Do Ho Suh’s Gate (2005) will go on view this weekend in LACMA’s Korean art galleries. Made of translucent silk, Gate is a full-size rendering of one of the gates to the artist’s childhood home in Seoul. Suh’s father, the artist and scholar Suh Se-Ok, built the house based on the design of traditional Korean architecture of the 1880s. He reconstructed the traditional scholar’s house using discarded wood from demolished buildings that were torn down as Korea was modernizing in the 1950s and 1960s.
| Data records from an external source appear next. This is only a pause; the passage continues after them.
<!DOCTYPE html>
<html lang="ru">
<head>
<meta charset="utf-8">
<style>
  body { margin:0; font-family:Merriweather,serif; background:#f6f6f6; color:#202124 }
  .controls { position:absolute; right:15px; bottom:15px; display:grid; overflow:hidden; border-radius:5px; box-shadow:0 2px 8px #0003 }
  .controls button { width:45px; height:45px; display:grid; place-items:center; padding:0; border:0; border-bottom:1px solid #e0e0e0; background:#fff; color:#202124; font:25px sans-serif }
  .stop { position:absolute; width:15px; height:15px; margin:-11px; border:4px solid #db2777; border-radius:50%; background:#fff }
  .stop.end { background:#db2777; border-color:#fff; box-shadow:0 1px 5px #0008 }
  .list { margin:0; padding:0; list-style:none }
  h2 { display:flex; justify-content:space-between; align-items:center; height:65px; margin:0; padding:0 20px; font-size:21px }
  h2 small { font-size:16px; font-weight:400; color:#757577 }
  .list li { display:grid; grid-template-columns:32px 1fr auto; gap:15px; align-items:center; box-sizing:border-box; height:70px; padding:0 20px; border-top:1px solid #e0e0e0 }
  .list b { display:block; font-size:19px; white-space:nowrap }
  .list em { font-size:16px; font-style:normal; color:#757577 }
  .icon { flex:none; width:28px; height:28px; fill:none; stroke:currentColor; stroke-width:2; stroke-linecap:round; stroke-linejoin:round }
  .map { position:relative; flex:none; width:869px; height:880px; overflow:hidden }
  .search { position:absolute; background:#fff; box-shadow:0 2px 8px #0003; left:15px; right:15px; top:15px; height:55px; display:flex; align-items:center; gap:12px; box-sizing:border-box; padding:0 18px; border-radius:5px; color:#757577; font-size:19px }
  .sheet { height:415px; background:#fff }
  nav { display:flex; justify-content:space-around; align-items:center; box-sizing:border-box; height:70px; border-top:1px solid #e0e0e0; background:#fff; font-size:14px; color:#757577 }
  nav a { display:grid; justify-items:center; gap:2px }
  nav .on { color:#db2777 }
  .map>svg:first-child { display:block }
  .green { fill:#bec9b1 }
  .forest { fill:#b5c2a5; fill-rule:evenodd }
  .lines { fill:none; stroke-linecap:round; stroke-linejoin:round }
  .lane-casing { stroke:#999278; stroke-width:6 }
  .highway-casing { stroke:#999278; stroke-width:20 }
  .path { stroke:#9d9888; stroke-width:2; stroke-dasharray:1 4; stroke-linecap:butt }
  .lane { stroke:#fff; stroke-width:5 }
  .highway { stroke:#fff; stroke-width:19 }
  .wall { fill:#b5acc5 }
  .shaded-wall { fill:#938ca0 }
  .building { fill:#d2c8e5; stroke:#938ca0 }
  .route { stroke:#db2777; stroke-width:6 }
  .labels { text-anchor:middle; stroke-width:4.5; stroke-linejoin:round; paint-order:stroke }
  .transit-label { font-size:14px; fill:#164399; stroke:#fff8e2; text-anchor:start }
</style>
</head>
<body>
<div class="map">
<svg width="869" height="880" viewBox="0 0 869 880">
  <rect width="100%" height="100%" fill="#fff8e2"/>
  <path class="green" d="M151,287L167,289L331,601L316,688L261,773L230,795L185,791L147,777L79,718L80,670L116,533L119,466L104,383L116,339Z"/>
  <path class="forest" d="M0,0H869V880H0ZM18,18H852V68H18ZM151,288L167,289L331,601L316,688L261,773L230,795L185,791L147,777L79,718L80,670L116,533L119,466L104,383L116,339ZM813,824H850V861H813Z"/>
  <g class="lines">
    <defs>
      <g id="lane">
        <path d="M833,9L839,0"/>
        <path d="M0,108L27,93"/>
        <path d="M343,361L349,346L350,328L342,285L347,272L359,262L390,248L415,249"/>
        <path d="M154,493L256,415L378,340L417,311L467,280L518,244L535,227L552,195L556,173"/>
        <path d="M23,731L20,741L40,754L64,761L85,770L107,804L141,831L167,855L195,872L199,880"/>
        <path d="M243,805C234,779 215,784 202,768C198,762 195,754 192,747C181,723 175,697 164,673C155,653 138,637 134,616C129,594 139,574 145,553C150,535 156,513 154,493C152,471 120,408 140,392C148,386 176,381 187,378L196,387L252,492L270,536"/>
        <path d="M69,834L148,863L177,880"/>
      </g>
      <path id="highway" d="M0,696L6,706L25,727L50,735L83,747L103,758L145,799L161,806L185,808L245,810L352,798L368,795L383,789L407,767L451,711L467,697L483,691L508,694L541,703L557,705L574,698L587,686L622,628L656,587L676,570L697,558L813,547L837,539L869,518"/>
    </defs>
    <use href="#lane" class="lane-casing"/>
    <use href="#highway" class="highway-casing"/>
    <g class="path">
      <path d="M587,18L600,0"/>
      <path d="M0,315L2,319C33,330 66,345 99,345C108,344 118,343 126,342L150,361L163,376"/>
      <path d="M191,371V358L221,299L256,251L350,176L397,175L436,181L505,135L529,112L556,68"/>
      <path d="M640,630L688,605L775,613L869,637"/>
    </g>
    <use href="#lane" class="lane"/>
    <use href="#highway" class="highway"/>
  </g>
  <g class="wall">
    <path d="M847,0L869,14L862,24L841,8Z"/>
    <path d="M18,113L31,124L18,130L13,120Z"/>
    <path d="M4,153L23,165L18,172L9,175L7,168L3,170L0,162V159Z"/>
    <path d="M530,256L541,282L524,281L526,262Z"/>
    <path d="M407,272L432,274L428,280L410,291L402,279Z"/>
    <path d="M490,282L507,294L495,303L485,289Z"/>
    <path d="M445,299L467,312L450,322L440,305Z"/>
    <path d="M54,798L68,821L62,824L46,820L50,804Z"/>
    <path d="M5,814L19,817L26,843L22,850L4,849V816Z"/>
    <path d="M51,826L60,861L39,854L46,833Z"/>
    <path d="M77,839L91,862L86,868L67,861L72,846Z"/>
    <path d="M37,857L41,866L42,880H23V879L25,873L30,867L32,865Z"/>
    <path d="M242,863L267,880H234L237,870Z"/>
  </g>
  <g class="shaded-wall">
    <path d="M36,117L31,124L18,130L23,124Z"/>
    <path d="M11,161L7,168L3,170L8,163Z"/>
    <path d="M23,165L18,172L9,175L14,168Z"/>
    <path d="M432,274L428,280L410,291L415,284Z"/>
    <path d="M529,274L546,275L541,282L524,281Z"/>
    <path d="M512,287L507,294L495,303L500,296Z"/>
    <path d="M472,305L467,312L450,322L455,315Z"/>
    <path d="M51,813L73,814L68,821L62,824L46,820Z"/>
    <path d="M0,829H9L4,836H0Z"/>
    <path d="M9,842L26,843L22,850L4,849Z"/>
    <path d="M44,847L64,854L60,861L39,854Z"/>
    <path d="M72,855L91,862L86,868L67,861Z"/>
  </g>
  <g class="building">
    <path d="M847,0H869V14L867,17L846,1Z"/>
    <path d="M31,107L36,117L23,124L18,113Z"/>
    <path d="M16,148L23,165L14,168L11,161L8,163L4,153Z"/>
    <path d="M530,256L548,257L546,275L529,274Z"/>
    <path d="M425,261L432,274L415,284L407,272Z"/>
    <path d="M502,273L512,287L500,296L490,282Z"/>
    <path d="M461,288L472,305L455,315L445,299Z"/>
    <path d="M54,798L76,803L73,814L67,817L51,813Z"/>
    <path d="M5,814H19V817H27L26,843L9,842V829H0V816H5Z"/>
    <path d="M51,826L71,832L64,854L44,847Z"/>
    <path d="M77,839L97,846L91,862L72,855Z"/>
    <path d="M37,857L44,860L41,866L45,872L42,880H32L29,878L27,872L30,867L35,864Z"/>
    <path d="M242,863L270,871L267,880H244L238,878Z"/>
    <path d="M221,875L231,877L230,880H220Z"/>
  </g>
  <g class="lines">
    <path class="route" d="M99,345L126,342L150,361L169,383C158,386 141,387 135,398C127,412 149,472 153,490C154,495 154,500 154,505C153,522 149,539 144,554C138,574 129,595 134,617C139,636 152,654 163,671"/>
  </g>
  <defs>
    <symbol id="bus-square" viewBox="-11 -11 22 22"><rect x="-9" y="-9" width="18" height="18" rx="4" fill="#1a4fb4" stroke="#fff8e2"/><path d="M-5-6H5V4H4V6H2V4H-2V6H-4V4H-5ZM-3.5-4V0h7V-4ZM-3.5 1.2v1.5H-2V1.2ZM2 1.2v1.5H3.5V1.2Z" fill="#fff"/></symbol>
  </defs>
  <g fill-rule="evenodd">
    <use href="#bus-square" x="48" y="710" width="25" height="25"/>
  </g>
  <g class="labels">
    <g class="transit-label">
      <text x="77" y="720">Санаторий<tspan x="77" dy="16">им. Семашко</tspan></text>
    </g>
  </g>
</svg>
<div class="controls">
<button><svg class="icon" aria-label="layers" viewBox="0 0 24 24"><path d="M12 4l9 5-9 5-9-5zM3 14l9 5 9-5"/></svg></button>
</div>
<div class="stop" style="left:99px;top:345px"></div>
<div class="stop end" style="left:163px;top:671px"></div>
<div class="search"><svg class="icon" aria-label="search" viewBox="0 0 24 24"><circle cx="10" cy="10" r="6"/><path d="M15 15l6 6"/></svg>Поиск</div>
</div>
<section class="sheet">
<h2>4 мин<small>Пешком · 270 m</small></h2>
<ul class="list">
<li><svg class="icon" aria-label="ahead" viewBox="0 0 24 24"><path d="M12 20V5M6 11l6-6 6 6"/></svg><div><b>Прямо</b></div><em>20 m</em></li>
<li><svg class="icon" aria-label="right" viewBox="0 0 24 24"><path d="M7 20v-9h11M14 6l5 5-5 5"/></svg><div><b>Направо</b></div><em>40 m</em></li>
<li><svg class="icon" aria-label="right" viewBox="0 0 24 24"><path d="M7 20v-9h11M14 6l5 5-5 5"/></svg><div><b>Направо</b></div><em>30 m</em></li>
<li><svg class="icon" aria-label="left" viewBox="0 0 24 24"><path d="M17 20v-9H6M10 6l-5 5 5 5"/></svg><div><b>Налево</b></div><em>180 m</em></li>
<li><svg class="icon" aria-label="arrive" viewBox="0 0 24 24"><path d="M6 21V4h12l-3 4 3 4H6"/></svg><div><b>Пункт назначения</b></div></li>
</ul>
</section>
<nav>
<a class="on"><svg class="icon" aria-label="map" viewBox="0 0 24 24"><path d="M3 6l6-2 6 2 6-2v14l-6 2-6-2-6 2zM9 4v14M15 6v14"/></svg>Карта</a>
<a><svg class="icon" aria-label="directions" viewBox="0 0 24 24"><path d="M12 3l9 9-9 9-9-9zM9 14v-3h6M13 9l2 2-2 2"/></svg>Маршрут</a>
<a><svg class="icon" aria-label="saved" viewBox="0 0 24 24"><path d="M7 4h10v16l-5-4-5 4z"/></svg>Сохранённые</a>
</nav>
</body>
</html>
Do Ho Suh, Gate, 2005, purchased with funds provided by Carla and Fred Sands through the 2006 Collectors Committee
Born in Seoul in 1962, Suh lives and works in both New York and South Korea. He began making “fabric-architecture” in 1994, using transparent and translucent materials like silk and nylon to recreate the places he has lived throughout his life. Architecture and memory are central themes in Suh’s work. By rendering such intimate spaces as his childhood home and his first adult apartment in translucent materials, he evokes questions in the viewer about their own sense of place and memory. When asked about the fabrication of these works, he responded: “A big portion of the fabrication has been done by me, especially measuring and pattern making. Measuring is such an important process and it becomes always very personal since the process allows me to revisit my childhood memories and personal histories. It has to be also a very intimate process, too, because it is a very tactile process. I have to caress all the surfaces of the building and record the measurements. Of course, I must hire other people who are in various skill levels from 'Human National Treasures' (old sewing ladies who still carry on traditional techniques) to part-time students because it is a very labor intensive process.”